At the back of their growing entourage, Quinton, sitting in a new vardo said, “We head for Turusachan, the Great Temple City.”
Their own beloved Blue temple was the oldest in the Sendic kingdoms, and perhaps one of the oldest in the whole of Ossar, including Chyr. Everyone knew it had been established almost after the end of the Second Creation. A rectangle, of deep blue stone with a façade of scored pillars running up it and no windows and a red door which, though large, seemed small in scale to the rest of the front, their Blue Temple had been a beautiful strange place unlike anything else in Kingsboro, a true hold over from the time when there was no Westrial, even when there had been no Locrys or when Locrys was only part of Old Chyr.
But in Westrial, the Blue Priesthood, though still honored, was far from the most important priesthood. The New Faith and the White Priests, with their Cathedral and then Purplelkirk, and their small abbeys in the city were the true religious power. But in Chyr the New Faith had never happened, and in Chyr, the Blue Priesthood had arisen to take that place.

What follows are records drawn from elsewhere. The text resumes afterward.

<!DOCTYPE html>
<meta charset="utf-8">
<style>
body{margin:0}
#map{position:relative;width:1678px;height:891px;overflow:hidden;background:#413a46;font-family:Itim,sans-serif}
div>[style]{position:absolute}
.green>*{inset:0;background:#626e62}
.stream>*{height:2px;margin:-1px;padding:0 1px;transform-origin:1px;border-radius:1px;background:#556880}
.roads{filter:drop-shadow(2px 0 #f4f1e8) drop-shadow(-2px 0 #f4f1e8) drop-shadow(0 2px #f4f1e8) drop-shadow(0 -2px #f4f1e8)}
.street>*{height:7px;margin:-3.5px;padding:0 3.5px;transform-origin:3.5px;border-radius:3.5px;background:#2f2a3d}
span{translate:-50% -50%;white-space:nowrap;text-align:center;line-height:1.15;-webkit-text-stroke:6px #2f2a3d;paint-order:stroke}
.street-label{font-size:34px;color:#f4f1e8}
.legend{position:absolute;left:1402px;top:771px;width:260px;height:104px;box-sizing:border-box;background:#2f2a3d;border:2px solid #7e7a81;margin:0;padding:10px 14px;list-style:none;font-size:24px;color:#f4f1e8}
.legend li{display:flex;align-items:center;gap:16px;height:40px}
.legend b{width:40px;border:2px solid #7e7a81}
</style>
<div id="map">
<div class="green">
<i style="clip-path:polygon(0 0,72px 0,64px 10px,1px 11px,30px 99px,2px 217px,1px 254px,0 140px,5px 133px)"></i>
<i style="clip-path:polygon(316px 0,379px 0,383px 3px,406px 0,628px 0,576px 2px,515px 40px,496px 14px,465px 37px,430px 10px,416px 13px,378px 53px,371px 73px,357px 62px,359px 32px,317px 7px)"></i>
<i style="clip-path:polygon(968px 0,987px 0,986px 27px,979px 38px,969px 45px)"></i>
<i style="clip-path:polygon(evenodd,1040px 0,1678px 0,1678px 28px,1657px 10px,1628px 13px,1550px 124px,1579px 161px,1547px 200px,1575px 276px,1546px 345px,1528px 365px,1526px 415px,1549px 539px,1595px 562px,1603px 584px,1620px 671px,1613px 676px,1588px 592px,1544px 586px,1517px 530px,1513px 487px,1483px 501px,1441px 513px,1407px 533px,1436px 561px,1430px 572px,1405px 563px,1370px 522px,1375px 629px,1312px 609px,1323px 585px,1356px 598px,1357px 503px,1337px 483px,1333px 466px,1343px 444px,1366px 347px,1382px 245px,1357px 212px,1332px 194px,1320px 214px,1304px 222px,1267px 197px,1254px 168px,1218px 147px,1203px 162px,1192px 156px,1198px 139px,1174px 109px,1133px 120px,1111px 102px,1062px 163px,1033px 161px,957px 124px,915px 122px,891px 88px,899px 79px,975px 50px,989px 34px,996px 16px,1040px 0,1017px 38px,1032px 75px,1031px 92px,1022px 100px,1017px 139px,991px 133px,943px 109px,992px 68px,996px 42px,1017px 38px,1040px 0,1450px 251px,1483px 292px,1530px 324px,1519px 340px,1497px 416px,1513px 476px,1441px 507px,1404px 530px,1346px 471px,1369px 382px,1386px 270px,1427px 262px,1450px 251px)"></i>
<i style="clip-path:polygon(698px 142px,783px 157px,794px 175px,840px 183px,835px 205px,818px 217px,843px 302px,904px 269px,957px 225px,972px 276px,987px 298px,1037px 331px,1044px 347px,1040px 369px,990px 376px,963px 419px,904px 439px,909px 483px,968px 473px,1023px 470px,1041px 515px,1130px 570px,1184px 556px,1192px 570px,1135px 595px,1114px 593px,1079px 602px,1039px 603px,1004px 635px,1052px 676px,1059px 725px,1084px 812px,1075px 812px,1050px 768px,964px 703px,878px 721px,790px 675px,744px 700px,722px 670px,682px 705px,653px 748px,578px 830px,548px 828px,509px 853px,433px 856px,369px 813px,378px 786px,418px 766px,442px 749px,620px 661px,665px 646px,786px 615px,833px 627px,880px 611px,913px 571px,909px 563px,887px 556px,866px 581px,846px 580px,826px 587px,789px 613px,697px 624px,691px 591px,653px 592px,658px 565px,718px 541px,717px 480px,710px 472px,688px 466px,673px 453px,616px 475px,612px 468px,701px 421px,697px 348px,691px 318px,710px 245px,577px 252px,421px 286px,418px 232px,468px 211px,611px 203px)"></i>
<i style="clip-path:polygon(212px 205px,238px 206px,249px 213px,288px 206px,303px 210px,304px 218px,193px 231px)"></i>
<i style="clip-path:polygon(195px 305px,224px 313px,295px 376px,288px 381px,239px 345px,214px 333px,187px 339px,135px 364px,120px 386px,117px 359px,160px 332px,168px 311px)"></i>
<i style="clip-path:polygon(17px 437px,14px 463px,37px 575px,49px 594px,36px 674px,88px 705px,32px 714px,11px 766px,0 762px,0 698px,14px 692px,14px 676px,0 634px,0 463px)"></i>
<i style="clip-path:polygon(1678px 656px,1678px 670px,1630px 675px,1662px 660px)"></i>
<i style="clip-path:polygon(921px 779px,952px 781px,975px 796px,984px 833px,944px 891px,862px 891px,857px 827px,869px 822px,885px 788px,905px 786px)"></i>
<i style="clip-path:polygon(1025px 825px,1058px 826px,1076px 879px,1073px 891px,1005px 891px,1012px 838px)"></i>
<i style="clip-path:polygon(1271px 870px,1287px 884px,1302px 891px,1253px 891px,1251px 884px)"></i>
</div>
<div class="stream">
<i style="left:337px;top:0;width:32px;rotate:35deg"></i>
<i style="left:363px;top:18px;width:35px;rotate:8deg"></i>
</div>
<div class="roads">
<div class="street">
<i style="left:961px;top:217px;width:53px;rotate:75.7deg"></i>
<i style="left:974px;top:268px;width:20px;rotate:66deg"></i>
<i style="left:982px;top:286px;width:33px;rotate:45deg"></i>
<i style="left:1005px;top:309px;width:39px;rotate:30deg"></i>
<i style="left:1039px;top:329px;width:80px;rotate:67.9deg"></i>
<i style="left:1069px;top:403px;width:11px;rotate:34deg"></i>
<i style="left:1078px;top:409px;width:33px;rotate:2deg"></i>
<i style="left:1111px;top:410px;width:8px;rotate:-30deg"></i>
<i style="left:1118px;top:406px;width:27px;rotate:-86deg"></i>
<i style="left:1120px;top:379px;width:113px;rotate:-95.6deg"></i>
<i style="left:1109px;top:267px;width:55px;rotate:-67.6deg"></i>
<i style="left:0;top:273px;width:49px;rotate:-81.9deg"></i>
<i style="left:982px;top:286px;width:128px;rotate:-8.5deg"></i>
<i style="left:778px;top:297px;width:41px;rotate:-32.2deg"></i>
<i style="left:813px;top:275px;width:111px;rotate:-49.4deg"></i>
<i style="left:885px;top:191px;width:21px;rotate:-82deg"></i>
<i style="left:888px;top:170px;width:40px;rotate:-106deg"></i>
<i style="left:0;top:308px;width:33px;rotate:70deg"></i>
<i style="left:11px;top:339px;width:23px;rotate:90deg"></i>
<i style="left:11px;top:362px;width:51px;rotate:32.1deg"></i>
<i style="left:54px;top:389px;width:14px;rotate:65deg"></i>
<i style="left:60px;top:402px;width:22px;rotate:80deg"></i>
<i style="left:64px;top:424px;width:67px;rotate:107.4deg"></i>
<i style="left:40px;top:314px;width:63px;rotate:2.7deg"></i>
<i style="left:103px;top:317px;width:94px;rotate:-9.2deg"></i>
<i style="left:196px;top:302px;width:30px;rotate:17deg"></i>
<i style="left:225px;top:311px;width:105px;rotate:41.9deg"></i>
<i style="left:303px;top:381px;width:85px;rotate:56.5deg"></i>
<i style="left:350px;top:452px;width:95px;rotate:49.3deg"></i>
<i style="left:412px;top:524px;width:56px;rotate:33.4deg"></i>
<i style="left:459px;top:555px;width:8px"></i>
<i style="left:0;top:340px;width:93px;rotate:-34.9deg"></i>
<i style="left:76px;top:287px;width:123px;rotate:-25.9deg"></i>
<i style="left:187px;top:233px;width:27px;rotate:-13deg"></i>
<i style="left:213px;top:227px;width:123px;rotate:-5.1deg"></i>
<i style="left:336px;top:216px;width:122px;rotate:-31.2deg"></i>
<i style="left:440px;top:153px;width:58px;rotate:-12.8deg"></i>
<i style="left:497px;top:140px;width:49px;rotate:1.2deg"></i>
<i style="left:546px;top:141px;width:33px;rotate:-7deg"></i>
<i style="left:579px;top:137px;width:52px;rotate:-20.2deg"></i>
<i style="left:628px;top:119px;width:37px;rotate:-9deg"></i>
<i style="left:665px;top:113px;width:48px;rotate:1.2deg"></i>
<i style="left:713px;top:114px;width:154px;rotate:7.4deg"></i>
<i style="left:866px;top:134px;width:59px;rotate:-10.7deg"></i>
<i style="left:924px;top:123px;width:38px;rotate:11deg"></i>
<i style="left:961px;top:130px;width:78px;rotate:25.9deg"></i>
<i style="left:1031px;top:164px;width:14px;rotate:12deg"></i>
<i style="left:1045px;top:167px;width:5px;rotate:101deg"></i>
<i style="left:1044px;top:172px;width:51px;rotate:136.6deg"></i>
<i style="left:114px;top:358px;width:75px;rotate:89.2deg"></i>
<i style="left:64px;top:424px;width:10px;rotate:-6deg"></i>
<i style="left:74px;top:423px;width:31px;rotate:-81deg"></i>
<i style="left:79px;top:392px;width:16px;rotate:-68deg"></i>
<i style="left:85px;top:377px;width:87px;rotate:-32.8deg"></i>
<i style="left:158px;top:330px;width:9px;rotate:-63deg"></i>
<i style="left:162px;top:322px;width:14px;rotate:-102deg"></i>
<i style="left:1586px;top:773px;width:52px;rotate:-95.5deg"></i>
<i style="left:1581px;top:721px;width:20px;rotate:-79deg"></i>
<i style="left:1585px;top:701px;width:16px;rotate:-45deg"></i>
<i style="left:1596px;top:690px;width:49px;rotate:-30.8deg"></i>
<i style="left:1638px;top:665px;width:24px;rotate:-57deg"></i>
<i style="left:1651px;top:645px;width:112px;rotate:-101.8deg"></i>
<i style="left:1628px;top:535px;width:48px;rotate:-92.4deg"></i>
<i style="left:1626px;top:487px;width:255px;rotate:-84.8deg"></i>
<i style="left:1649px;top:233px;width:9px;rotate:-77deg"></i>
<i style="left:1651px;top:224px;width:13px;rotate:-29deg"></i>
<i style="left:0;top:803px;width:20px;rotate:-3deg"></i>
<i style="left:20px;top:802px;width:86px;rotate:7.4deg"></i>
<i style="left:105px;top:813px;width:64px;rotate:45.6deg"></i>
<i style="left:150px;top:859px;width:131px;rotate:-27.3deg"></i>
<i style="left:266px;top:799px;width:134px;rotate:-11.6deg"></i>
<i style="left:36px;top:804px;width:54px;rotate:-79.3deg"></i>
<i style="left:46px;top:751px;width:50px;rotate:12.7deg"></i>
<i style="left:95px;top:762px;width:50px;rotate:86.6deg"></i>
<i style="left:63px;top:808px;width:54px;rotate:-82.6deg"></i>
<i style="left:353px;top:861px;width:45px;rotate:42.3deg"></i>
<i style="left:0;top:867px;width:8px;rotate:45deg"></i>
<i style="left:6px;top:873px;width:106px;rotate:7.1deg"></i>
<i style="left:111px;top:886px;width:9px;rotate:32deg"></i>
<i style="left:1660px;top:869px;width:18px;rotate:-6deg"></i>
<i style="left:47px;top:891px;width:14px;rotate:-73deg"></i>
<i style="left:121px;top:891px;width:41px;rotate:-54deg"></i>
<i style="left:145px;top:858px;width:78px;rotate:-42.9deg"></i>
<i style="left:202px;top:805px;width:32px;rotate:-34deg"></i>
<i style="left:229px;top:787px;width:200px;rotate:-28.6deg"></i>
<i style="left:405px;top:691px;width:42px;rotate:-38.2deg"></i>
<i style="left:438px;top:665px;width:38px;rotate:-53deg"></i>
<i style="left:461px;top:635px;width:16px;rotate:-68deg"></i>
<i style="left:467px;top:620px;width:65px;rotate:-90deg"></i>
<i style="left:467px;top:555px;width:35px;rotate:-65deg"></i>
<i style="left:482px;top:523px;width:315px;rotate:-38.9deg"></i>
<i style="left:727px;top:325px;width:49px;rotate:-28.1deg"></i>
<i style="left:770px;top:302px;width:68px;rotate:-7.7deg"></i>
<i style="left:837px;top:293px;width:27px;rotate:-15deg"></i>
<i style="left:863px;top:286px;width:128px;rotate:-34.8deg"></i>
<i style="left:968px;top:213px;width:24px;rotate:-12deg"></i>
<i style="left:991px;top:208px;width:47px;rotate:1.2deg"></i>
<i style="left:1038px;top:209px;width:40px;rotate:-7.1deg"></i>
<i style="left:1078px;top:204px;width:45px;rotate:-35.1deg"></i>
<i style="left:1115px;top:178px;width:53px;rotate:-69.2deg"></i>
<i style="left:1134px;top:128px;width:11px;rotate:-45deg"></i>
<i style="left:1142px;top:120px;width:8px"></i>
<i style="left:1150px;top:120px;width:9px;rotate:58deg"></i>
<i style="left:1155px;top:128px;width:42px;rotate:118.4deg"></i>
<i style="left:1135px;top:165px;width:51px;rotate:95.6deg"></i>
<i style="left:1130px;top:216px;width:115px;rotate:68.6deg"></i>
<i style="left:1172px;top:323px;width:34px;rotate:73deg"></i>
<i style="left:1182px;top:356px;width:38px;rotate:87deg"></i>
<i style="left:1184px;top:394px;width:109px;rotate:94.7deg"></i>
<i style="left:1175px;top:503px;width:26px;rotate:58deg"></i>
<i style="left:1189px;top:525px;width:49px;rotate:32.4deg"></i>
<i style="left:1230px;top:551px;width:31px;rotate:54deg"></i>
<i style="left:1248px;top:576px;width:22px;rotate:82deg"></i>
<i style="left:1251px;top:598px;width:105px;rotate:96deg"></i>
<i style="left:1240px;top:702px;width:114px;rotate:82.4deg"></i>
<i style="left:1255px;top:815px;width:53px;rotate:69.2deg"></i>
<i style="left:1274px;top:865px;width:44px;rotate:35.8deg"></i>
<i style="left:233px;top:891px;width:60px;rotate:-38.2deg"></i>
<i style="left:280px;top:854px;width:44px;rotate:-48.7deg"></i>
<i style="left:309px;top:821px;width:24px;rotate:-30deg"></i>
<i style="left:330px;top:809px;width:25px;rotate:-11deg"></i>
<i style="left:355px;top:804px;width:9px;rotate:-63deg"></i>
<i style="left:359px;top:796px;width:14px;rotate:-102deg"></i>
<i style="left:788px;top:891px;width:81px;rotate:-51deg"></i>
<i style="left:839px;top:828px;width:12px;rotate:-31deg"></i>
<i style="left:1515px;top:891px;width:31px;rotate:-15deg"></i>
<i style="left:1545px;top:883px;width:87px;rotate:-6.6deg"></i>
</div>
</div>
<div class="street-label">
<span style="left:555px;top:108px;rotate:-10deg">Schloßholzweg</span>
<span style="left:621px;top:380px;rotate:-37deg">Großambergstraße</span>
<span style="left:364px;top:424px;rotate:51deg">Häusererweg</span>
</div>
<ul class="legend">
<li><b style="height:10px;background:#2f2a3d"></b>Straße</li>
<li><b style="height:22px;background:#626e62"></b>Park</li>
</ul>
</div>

In the Sendic lands the New Faith had split from the original Church on the Mainland. This meant that the archbishops in Kingsboro and Ambridge had only a shadow of the power that the High Primate in Cyra held. In Cyra, where the Old Ptimate who held sway over the Gallish lands and Armor, Avrance and Este ruled, that whole city was given to the New Faith and likewise, here in Turusachan, the blue stone of the Temple opened up to create an entire city. When they came through the Red Gate, Derek pointed out the spire tower like an upturned sugar loaf that might have been the high sanctuary.
“I am at a loss for words,” Gabriel said. “I have been a part of the Blue Temple my whole life, and I never knew. I never had any idea that all of this existed.”